Hanas gençliğinden bahsetmekten yorulur, boğazı düğümlenir ve kurur. Su içiyor ve kaldığı yerden devam ediyor: ”Köyümüz tamamen yıkıldıktan sonra Diyarbakır merkeze taşındık. Hareket etmek zorundaydık. Yıllardır yasak vardı köyümüze gidemiyorduk. Taşındıktan sonra zulümler bitmedi, hep zulüm, hep eziyet… Bu yüzden bana ‘Nasıl bu mücadelenin öznesi oldun?’ Soranlara söylüyorum, ben doğduğumdan beri bu mesleğin öznesiyim.”
‘BELLEĞİMİZ HAYATTAKİ ANNELERLE DOLU’
Hanas birçok hükümet ve başbakan gördüğünü söylüyor. Kürtler için hiçbir şey değişmedi” diyor. Kürtlerin her iktidar değişikliğinden umutlu olduğunu dile getiren Hanas, “Ama biz Kürtler için değişen bir şey olmadı. Darbe oldu, tutuklandık. İç karışıklık çıktı, suçlandık. Ancak AK Parti hükümeti iktidarda. en uzun süredir maruz kaldığımız hükümet.ama aynı zamanda bu hükümet bana kendimi iyi hissettirdi.bizi çok güçlendiren bir hükümetti.bizi yıktı diyemem.çünkü yok edemedi. Bizi öldürdü, zindanlara attı, şimdi de bizi açlıkla terbiye etmeye çalışıyor. 20 yıllık süreçte neler gördük. Kızının cenazesini dondurucuda saklayan anneyi gördük. Cesedini önden gördük. 7 gündür kapıda bekletilen anneleri gördük. Aileleri katledilen, adalet arayan anneleri yıllarca adliye önünde gördük. Çocuklarının kemiklerini kargoyla götüren kayıp ve faili meçhulleri gördük. Anılarımız acı çeken annelerle dolu” dedi.
‘DEMİRTAŞ’IN GÖZLERİNDEN ÖPÜYORUM’
Diyarbakır Cumhuriyet Başsavcılığı tarafından yürütülen soruşturma kapsamında 25 Nisan’da gözaltına alınanların serbest bırakılması için düzenlenen basın açıklamasına katılan ve abluka altında kalan Hanas, o gün yaşadıklarını şöyle anlatıyor: yapılmak istenen basın açıklamasına izin verilmedi. Siz de gördünüz, kuşatıldık. hakaret ettiler. Biz yokmuşuz gibi davrandılar. Basın açıklamasına bile tahammülleri yok. O ablukada yoldaşlarımla birlikte çok çalıştım. O alanda çok fazla fotoğrafım çekildi ve attığım ‘Faşizme başkaldırı’ sloganının görüntüsü sosyal medyada geniş yankı buldu. Tabii ki, insanların buradaki çabalarımızdan haberdar olması beni çok mutlu etti.”

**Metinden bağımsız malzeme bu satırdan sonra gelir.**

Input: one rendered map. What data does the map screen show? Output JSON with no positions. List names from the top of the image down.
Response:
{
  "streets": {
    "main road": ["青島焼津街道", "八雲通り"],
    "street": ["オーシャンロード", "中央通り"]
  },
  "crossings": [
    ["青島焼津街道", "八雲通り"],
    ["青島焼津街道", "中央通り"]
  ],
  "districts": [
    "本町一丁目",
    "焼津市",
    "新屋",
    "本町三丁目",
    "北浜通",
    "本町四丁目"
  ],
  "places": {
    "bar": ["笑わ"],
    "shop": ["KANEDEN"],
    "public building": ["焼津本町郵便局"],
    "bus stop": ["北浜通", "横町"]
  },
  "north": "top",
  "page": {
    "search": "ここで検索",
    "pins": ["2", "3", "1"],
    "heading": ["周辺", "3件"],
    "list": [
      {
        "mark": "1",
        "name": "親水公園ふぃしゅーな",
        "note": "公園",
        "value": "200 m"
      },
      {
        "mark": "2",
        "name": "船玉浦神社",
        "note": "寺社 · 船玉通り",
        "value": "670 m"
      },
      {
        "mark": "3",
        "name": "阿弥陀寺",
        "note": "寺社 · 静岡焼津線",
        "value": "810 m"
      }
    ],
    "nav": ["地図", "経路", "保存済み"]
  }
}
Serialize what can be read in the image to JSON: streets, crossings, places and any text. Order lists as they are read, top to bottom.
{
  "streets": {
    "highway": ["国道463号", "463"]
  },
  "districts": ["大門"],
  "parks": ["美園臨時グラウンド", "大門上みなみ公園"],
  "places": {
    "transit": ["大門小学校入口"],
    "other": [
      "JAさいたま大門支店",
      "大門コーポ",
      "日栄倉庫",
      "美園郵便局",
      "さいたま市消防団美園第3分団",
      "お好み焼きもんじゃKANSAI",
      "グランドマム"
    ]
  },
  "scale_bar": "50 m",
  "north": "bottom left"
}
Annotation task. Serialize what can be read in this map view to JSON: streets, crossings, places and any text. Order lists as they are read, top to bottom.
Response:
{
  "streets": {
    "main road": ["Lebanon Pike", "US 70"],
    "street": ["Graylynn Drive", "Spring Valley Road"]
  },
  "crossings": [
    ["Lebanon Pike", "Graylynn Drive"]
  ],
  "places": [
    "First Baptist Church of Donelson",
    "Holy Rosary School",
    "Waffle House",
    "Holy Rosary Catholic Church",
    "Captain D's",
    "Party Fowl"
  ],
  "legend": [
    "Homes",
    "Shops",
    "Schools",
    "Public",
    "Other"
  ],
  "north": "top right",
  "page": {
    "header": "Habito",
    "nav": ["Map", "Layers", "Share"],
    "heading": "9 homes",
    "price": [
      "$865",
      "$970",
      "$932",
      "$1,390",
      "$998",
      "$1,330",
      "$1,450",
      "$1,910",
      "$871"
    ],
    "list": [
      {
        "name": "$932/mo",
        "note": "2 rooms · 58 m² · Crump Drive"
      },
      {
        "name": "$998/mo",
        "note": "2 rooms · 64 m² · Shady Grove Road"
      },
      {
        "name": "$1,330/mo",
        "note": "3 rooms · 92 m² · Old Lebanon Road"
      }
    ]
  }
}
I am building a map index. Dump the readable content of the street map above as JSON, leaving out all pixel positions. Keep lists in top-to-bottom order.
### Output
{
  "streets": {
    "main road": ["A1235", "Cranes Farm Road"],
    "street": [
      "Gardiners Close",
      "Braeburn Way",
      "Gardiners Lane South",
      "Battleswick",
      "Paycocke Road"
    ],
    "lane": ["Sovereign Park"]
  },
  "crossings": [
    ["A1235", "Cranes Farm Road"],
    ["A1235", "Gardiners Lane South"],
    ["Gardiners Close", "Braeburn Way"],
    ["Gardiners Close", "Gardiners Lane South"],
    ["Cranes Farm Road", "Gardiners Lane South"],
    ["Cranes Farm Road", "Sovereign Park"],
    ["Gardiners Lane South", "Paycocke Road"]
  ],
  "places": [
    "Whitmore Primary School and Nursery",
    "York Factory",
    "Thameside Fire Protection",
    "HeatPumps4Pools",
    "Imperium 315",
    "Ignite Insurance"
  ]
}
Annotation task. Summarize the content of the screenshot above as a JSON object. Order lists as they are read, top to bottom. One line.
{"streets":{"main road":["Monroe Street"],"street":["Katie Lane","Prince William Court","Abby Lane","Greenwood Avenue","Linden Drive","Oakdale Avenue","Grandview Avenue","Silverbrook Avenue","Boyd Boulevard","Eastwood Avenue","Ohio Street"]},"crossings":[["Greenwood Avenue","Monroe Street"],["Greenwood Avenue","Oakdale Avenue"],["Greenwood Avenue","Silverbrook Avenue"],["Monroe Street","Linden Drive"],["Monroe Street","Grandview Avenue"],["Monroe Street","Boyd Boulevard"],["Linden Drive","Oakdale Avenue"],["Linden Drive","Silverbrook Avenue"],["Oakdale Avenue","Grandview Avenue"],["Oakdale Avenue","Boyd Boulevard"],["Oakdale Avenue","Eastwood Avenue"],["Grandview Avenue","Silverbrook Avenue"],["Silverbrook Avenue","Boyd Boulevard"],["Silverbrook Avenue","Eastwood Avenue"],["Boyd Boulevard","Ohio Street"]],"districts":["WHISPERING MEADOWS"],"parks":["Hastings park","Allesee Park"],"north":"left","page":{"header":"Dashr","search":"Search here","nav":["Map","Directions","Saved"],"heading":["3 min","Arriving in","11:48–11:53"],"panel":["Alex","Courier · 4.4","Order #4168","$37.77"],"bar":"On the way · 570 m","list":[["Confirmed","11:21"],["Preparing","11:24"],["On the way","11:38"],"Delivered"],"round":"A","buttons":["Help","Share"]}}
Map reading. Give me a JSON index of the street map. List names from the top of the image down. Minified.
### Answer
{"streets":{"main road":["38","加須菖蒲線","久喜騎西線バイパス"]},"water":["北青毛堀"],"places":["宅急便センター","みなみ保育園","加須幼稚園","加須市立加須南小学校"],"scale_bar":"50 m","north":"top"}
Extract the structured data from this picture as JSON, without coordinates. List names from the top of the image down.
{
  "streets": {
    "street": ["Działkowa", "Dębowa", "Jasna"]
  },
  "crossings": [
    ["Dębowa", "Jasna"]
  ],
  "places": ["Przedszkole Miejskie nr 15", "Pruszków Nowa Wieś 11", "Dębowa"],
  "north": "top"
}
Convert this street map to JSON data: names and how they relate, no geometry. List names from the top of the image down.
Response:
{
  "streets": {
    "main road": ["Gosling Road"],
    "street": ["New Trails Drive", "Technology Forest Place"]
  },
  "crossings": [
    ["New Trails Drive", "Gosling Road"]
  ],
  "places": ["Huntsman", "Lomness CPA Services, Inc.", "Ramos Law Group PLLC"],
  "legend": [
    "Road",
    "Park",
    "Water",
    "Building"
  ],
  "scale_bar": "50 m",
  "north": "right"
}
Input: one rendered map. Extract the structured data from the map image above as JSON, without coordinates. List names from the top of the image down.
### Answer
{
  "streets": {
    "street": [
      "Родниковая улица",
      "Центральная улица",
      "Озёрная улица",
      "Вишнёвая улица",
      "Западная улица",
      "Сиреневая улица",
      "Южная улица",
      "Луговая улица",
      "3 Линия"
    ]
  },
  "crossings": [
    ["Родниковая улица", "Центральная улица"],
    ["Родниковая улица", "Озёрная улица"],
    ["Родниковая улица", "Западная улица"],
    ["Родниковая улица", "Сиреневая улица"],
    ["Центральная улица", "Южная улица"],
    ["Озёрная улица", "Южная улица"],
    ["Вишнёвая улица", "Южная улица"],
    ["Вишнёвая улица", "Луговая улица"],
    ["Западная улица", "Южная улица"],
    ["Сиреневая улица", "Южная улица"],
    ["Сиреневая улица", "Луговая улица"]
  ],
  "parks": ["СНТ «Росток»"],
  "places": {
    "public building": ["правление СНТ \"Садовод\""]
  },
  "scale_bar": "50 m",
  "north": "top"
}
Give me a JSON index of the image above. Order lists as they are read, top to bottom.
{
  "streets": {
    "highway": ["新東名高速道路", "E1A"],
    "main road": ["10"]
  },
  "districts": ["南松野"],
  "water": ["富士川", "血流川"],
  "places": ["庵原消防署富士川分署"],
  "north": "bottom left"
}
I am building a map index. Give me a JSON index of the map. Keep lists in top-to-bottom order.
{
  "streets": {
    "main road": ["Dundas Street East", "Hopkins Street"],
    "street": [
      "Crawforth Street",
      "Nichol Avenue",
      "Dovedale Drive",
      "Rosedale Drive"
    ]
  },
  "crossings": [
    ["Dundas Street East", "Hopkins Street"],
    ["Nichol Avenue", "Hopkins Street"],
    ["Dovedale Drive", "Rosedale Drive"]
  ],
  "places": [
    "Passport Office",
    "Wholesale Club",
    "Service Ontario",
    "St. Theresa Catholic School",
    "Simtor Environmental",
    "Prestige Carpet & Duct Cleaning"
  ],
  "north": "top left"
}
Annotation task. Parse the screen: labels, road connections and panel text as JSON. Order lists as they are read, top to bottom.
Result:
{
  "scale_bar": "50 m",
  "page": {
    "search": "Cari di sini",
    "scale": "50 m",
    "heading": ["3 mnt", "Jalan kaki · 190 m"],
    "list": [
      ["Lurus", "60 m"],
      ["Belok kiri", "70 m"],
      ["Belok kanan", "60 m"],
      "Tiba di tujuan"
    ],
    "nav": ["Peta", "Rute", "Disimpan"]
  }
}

Selahattin Demirtaş’ın kendisiyle ilgili paylaşımına atıfta bulunan Hanas, “Ez qurbana tilîyên te dayê” tweet’i benim için çok önemli. gözlerinden öpüyorum. O da biliyor ki bu mücadelede yalnız değiliz, arkamızda milyonlar var. “
‘ANNE NE İSTİYOR? ANNE HUZUR İSTİYOR
Aklime Hanas ile Yeşil Sol Parti seçim bürosunda görüştük. Çevremizdekiler Hanas’ı merak ve hüzünle dinlediler. Bunun farkına varan Hanas, diğer annelerle barışmak istediklerini söyledi.
15 yaşından beri örgütlü bir çaba içinde olduğunu ve hiç yorulmadığını bir kez daha hatırlatan Hanas, siyasi çalışmaları hakkında şu bilgileri verdi: “Sabah erkenden arkadaşlarımla birlikte kadın seçim bürosuna geliyoruz. Suriçi’nde kahvaltımızı yapıp kapı kapı, ev ev dolaşıp parti işleri yapıyoruz.Bazen 10 katlı binalara çıkıyorum ama inanın düz yolda yürüyorum.Asla yürümem. yorgunum bu inanç barışa olan inancımdan geliyor anne ne ister anne barış ister biz kürt halkı yıllardır bu faşizm ve zulme son vermek için çaba sarf ettik evladımızı kaybettik. dinlenmek değil barış demeye devam ettik.Cezaevleri Kürt siyasi tutsaklarla doldu.14 Mayıs’ta kazanırsak yeni hükümetten taleplerim bunlar.Barış istiyoruz.Demokrasi istiyoruz.Dilimizin ve kimliğimizin artık kabul edilmesini istiyoruz. Kimse korkmasın, güçlü olun, biz anneler barışı getireceğiz.